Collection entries
-*-*-
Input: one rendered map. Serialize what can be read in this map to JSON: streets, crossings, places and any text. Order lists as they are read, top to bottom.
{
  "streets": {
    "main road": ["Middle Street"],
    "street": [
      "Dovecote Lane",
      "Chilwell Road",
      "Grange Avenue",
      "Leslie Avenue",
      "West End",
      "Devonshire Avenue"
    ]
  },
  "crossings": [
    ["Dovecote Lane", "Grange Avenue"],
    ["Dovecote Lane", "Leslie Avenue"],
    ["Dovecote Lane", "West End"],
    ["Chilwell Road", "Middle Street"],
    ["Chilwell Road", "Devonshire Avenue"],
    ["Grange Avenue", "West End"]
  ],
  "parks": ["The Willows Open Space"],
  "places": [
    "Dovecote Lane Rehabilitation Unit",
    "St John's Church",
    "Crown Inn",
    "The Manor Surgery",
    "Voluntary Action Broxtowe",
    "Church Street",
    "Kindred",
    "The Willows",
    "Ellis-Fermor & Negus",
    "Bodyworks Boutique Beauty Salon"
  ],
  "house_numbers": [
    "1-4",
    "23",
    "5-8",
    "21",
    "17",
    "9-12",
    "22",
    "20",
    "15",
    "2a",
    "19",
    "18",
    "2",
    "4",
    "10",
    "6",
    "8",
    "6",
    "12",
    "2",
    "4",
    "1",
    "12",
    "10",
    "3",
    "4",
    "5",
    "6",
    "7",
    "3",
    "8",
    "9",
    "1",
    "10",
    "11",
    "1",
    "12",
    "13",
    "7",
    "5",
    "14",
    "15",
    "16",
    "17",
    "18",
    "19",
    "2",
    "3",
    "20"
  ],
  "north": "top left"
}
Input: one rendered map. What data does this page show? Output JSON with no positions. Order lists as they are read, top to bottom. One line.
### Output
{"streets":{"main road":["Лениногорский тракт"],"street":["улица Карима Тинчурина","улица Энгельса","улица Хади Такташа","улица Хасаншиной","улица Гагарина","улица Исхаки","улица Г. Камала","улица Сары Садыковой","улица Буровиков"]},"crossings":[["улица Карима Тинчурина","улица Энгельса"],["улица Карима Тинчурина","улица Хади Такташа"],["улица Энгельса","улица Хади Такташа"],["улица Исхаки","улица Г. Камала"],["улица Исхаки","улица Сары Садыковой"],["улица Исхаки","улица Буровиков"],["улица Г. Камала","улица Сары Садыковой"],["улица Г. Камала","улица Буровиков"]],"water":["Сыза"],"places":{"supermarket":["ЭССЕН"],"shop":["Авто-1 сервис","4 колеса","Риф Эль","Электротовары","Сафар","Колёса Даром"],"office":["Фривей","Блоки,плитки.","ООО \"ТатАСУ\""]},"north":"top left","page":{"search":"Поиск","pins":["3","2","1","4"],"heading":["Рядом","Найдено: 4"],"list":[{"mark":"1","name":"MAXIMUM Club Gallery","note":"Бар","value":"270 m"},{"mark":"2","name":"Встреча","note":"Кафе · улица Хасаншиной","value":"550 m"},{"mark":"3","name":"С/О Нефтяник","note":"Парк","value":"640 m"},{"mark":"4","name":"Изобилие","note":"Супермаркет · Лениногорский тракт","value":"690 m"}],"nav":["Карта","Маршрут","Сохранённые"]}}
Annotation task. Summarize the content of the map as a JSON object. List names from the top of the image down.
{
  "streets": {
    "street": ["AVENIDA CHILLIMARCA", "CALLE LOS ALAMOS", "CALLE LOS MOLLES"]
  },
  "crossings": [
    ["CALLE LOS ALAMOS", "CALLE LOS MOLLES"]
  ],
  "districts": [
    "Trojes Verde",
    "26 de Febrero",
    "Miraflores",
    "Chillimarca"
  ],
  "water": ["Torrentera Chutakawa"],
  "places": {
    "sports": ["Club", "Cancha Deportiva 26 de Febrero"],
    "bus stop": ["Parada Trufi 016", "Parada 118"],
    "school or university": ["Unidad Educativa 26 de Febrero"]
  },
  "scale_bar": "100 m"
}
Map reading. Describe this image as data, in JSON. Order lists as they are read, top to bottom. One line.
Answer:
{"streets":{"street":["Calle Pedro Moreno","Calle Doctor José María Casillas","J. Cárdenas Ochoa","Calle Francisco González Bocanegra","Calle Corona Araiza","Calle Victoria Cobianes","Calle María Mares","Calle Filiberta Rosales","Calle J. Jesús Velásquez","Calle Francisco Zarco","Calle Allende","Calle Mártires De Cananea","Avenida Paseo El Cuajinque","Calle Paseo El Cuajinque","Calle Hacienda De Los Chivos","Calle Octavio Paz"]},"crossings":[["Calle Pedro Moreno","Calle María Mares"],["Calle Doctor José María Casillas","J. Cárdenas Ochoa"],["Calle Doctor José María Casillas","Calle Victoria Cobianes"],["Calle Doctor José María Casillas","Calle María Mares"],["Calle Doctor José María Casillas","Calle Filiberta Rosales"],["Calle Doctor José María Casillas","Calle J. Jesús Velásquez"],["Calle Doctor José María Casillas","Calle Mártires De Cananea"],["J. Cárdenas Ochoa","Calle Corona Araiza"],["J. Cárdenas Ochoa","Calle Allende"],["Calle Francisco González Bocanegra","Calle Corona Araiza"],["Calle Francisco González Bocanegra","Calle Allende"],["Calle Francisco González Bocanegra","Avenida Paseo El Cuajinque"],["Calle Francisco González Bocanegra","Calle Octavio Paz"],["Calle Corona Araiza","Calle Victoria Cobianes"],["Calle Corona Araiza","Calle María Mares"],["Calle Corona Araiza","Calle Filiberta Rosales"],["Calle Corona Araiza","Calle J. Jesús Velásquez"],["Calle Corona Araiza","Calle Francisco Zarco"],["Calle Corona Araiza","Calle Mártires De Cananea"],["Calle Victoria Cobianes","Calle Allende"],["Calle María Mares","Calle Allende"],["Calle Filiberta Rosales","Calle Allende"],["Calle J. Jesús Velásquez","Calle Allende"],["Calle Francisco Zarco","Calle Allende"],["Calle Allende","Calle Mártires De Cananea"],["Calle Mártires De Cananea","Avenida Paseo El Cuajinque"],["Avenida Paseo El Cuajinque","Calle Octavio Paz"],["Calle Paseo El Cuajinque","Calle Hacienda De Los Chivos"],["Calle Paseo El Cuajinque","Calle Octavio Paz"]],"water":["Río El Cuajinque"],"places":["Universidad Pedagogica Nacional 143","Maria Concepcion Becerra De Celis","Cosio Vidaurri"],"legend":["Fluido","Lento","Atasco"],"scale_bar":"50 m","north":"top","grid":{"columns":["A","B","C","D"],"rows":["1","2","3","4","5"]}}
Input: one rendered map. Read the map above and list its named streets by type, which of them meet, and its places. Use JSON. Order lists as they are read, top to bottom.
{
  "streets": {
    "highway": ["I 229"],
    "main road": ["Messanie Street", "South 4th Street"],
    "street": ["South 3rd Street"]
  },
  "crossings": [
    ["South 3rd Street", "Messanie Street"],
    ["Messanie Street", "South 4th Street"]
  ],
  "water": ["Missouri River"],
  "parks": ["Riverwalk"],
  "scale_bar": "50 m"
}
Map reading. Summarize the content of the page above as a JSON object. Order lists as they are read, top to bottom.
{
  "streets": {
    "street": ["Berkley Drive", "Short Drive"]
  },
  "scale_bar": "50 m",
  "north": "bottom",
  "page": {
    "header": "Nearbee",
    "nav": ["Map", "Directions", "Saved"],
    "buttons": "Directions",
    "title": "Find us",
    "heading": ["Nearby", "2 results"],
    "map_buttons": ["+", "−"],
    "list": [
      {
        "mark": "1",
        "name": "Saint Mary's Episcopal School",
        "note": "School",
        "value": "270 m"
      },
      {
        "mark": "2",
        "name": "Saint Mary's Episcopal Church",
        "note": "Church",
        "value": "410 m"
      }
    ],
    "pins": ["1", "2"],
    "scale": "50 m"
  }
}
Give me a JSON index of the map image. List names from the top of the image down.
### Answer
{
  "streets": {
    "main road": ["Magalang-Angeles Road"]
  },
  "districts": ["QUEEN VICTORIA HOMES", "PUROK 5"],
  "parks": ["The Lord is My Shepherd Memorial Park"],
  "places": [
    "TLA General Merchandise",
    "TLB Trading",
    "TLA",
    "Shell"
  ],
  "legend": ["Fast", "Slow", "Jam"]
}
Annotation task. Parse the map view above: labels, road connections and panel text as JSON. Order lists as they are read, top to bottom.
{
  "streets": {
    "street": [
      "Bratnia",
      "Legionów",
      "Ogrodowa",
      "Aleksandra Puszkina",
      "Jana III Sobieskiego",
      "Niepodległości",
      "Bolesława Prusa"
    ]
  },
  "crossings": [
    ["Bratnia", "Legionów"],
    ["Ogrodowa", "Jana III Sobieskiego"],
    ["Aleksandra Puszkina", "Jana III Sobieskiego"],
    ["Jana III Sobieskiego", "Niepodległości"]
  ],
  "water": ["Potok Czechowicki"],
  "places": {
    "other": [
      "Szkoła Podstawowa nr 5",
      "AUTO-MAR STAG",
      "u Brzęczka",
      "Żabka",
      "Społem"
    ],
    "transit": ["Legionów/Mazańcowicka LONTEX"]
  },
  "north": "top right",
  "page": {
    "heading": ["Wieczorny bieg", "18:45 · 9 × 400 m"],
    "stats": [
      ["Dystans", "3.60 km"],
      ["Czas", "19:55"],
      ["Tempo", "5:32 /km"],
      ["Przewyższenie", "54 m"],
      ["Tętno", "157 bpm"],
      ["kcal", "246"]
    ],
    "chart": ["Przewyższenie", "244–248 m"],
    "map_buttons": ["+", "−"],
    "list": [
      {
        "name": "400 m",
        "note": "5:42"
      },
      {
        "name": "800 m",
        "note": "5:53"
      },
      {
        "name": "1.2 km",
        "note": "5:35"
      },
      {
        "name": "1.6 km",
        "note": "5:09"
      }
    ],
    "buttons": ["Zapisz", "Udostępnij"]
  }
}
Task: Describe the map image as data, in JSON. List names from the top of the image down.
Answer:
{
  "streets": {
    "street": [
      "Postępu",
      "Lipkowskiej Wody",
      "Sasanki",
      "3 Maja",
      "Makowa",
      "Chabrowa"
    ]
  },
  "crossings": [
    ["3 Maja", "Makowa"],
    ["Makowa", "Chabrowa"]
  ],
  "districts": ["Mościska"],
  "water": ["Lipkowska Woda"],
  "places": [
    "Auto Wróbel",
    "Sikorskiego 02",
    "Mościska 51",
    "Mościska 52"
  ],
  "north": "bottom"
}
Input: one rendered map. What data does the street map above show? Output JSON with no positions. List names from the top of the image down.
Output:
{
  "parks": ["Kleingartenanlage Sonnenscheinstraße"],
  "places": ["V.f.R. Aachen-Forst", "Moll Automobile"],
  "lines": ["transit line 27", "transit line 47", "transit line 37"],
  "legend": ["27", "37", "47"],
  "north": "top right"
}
-*-*-
TASK PROMPT
Reply with a lone number, the count of lines in the data that include the string "read".

THE COMPLETED TASK
6